--- TASK GOAL ---
Would you copy all lines in the data that contain the word "bottom"?

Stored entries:
★ ★ ★
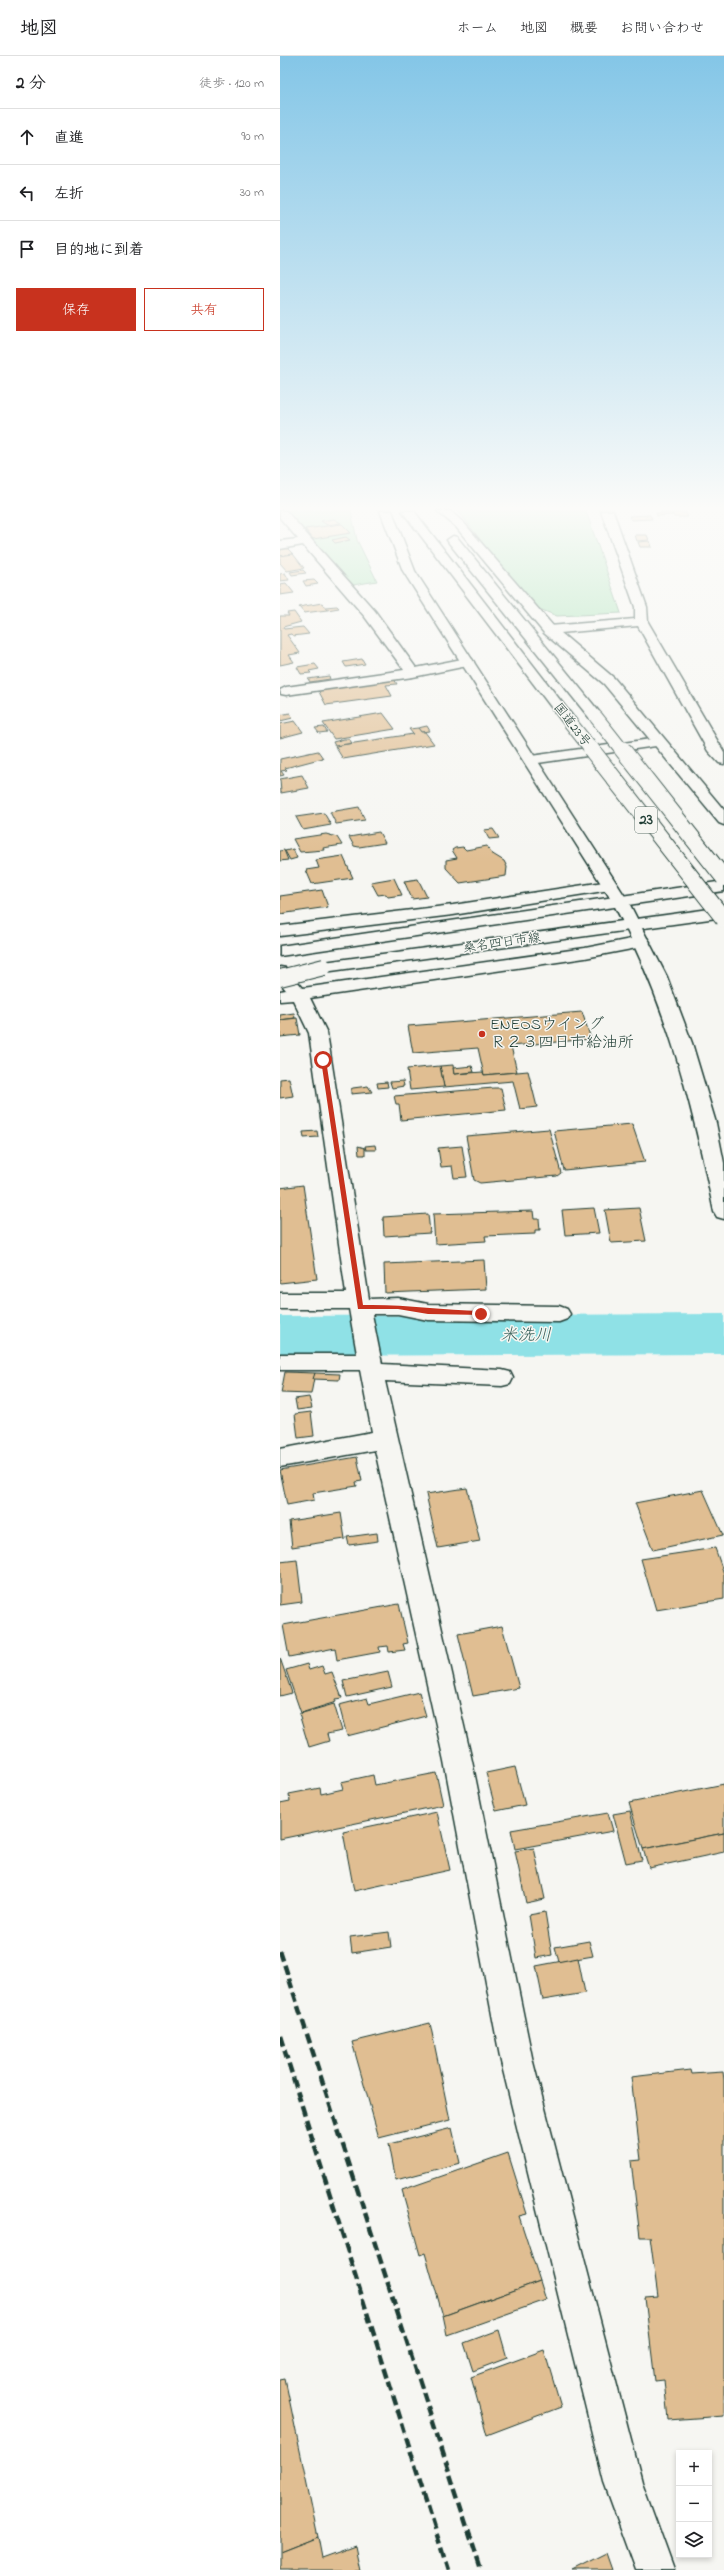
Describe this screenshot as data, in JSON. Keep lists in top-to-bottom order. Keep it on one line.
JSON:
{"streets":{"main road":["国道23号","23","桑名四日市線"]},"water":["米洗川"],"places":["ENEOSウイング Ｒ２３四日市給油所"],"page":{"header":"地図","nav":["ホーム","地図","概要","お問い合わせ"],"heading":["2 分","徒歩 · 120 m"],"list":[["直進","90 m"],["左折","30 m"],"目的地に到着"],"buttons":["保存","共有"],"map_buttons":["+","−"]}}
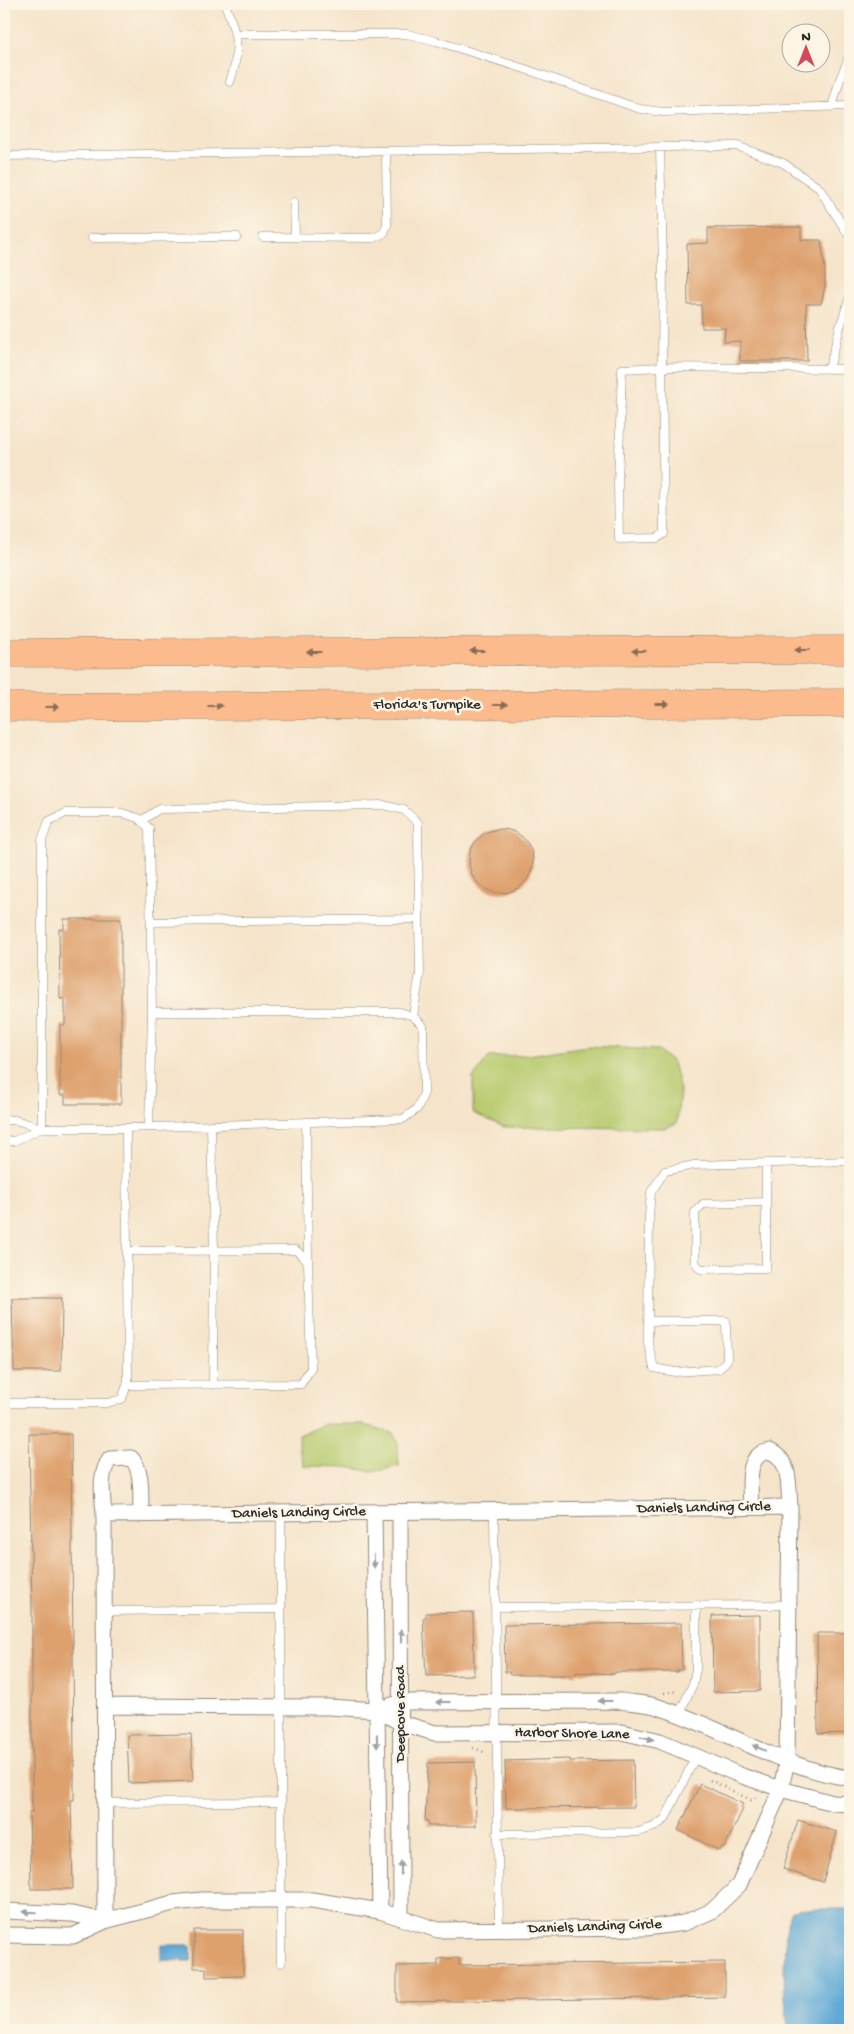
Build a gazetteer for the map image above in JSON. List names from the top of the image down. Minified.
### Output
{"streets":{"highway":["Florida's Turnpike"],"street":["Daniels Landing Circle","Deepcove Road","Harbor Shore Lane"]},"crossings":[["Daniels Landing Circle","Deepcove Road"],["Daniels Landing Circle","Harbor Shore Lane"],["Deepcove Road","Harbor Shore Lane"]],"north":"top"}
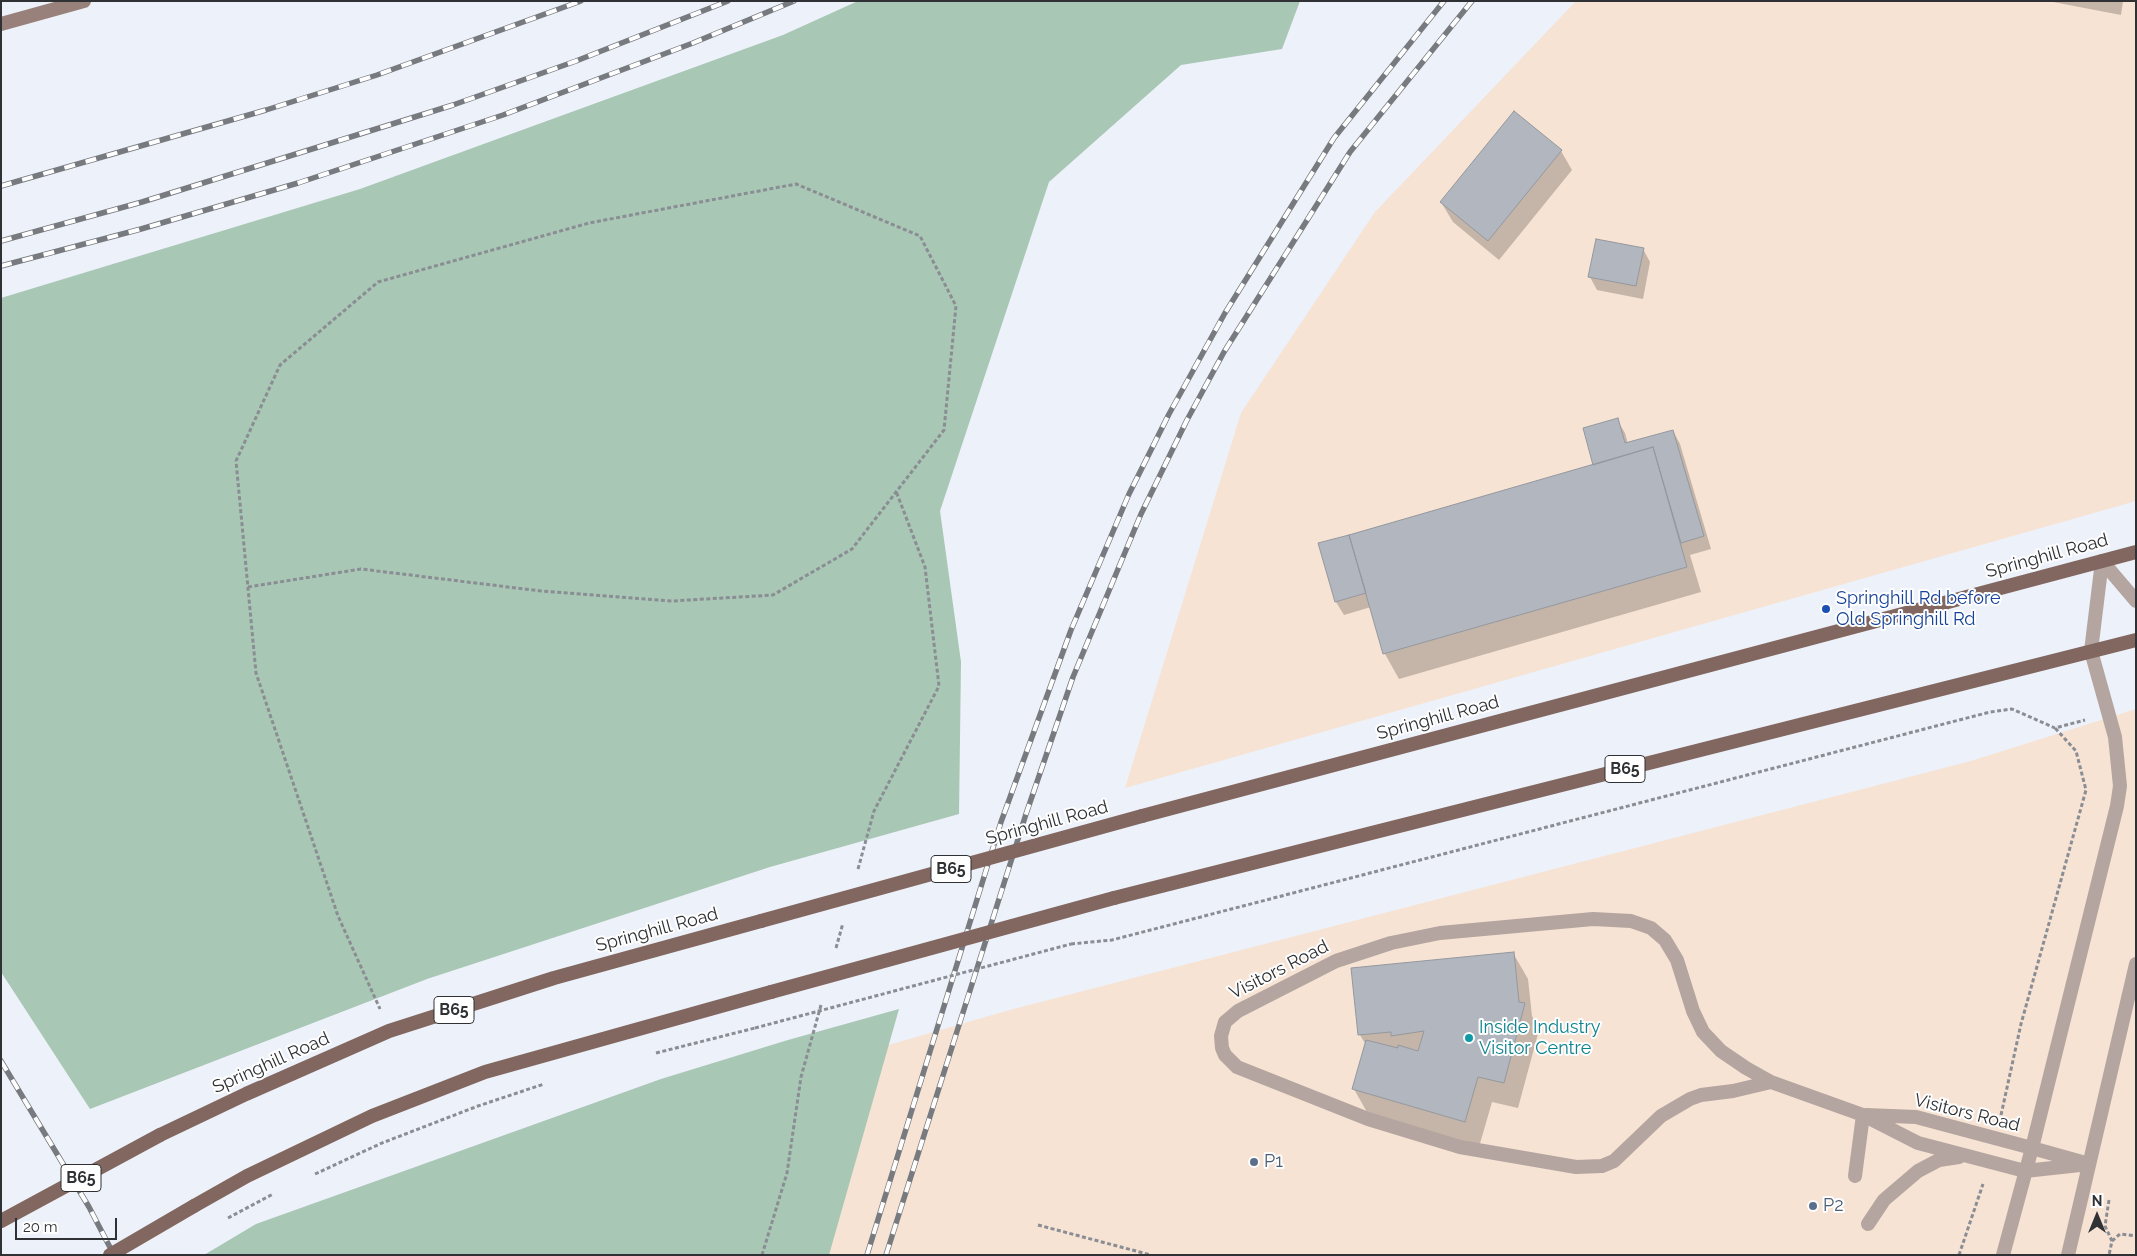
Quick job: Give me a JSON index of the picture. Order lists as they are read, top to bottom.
★ ★ ★
--- RESPONSE TO THE TASK ---
Describe this screenshot as data, in JSON. Keep lists in top-to-bottom order. Keep it on one line.
Quick job: Give me a JSON index of the picture. Order lists as they are read, top to bottom.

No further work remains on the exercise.